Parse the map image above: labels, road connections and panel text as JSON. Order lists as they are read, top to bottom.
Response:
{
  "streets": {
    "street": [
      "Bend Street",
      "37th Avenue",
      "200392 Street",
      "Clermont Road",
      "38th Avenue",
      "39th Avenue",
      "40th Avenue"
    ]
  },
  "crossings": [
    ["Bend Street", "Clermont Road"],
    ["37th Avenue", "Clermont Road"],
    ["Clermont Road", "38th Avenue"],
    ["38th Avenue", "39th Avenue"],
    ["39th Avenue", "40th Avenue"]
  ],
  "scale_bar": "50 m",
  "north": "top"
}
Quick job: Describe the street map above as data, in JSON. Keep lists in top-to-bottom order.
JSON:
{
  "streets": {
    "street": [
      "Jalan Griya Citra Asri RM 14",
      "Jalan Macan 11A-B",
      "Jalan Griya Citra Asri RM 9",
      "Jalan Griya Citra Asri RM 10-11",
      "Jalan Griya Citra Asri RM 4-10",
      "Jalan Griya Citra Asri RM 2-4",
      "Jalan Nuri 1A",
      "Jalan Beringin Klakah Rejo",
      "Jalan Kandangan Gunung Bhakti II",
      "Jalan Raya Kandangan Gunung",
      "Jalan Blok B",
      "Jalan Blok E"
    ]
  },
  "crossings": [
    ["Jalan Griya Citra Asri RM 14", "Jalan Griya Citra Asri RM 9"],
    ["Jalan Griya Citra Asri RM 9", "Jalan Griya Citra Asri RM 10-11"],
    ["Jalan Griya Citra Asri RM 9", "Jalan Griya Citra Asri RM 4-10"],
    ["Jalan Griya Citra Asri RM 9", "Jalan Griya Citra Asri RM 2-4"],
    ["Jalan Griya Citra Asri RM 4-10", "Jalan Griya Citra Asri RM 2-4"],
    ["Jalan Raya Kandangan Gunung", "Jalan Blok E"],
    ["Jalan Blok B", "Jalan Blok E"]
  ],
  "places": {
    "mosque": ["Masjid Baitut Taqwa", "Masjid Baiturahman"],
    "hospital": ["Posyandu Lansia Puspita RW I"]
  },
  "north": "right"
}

Prompt:
Copy every line of the material exactly, keeping all of it.

Response below:
Parse the map image above: labels, road connections and panel text as JSON. Order lists as they are read, top to bottom.
Response:
{
  "streets": {
    "street": [
      "Bend Street",
      "37th Avenue",
      "200392 Street",
      "Clermont Road",
      "38th Avenue",
      "39th Avenue",
      "40th Avenue"
    ]
  },
  "crossings": [
    ["Bend Street", "Clermont Road"],
    ["37th Avenue", "Clermont Road"],
    ["Clermont Road", "38th Avenue"],
    ["38th Avenue", "39th Avenue"],
    ["39th Avenue", "40th Avenue"]
  ],
  "scale_bar": "50 m",
  "north": "top"
}
Quick job: Describe the street map above as data, in JSON. Keep lists in top-to-bottom order.
JSON:
{
  "streets": {
    "street": [
      "Jalan Griya Citra Asri RM 14",
      "Jalan Macan 11A-B",
      "Jalan Griya Citra Asri RM 9",
      "Jalan Griya Citra Asri RM 10-11",
      "Jalan Griya Citra Asri RM 4-10",
      "Jalan Griya Citra Asri RM 2-4",
      "Jalan Nuri 1A",
      "Jalan Beringin Klakah Rejo",
      "Jalan Kandangan Gunung Bhakti II",
      "Jalan Raya Kandangan Gunung",
      "Jalan Blok B",
      "Jalan Blok E"
    ]
  },
  "crossings": [
    ["Jalan Griya Citra Asri RM 14", "Jalan Griya Citra Asri RM 9"],
    ["Jalan Griya Citra Asri RM 9", "Jalan Griya Citra Asri RM 10-11"],
    ["Jalan Griya Citra Asri RM 9", "Jalan Griya Citra Asri RM 4-10"],
    ["Jalan Griya Citra Asri RM 9", "Jalan Griya Citra Asri RM 2-4"],
    ["Jalan Griya Citra Asri RM 4-10", "Jalan Griya Citra Asri RM 2-4"],
    ["Jalan Raya Kandangan Gunung", "Jalan Blok E"],
    ["Jalan Blok B", "Jalan Blok E"]
  ],
  "places": {
    "mosque": ["Masjid Baitut Taqwa", "Masjid Baiturahman"],
    "hospital": ["Posyandu Lansia Puspita RW I"]
  },
  "north": "right"
}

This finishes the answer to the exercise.